17.07.2024 • News • Hyperspectral image processing • Artificial Intelligence • 3D Vision

From two images to a 3D object

More precise 3D reconstructions for autonomous driving and preservation of cultural artefacts.

In recent years, neural methods have become widespread in camera-based reconstructions. In most cases, however, hundreds of camera perspectives are needed. Meanwhile, conventional photometric methods exist which can compute highly precise reconstructions even from objects with textureless surfaces. However, these typically work only under controlled lab conditions. Daniel Cremers from the Technical University Munich TUM has developed a method together with his team that utilizes the two approaches. It combines a neural network of the surface with a precise model of the illumination process that considers the light absorption and the distance between the object and the light source. It combines a neural network of the surface with a precise model of the illumination process that considers the light absorption and the distance between the object and the light source. The brightness in the images is used to determine the angle and distance of the surface relative to the light source.
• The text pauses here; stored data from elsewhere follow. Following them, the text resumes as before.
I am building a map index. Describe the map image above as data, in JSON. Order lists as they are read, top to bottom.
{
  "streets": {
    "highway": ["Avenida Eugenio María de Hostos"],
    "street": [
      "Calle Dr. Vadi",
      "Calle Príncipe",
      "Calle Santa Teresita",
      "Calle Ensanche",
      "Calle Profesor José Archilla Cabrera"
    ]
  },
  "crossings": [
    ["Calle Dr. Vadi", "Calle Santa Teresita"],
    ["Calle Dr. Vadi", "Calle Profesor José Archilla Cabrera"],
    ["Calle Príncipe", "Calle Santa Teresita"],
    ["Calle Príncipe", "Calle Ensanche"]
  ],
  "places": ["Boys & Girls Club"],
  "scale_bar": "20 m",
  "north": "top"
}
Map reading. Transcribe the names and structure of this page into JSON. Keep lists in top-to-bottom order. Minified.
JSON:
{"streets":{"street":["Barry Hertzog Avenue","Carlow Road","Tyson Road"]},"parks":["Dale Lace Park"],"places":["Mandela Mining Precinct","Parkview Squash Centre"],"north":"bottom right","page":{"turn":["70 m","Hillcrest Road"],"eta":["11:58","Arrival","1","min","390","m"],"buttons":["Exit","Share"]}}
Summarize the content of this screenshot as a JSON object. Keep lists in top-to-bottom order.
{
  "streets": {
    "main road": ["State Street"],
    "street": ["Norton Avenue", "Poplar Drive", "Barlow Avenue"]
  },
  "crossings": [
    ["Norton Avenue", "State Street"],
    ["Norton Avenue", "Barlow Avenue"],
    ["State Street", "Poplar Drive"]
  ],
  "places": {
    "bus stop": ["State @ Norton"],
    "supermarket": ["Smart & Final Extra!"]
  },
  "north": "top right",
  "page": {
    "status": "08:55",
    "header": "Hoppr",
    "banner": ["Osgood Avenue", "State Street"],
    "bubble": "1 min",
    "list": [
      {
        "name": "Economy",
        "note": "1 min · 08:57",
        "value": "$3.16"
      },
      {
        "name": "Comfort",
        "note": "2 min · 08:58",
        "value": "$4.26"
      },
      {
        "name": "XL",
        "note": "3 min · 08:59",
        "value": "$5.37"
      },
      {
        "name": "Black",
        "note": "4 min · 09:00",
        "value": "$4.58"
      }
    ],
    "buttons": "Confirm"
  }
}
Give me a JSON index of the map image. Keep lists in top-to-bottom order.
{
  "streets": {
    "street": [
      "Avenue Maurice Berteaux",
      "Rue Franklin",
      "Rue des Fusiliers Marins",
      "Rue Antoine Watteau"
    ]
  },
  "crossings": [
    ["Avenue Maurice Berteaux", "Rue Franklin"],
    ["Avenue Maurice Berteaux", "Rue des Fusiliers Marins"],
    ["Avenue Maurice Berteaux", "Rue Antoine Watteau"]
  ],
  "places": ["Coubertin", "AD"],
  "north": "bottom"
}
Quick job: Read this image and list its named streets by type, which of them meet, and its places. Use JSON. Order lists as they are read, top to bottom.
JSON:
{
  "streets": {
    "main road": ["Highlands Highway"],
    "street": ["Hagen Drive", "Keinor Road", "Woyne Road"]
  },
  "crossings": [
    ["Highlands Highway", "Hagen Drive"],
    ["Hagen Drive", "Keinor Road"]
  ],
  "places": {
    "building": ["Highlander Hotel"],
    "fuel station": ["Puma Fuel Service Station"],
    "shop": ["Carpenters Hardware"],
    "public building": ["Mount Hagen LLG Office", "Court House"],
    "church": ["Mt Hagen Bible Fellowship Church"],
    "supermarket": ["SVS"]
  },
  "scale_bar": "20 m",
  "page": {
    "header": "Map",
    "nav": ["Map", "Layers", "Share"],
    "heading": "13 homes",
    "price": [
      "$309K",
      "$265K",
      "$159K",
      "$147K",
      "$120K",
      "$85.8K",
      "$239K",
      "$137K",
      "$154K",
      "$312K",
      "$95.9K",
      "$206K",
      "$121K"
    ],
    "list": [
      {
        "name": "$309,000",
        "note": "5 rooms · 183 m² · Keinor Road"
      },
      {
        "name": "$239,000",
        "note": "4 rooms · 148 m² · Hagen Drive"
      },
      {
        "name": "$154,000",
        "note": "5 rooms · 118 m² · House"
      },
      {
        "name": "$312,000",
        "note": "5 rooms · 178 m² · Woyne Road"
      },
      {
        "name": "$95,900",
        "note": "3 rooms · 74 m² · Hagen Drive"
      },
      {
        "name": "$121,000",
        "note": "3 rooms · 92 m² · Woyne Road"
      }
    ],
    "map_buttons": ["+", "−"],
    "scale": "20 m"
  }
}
Fields of application for 3D reconstructions include autonomous driving and... — Fields of application for 3D reconstructions include autonomous driving and monument conservation. (Source: TUM)

“That enables us to model the objects with much greater precision than existing processes. We can use the natural surroundings and can reconstruct relatively textureless objects for our reconstructions,” says Daniel Cremers. The method can be used to preserve historical monuments or digitize museum exhibits. If these are destroyed or decay over time, photographic images can be used to reconstruct the originals and create authentic replicas.

The team also develops neural camera-based reconstruction methods for autonomous driving, where a camera films the vehicle's surroundings. The autonomous car can model its surroundings in real-time, develop a three-dimensional representation of the scene, and use it to make decisions. The process is based on neural networks that predict 3D point clouds for individual video images that are then merged into a large-scale model of the roads travelled. (Source: TUM)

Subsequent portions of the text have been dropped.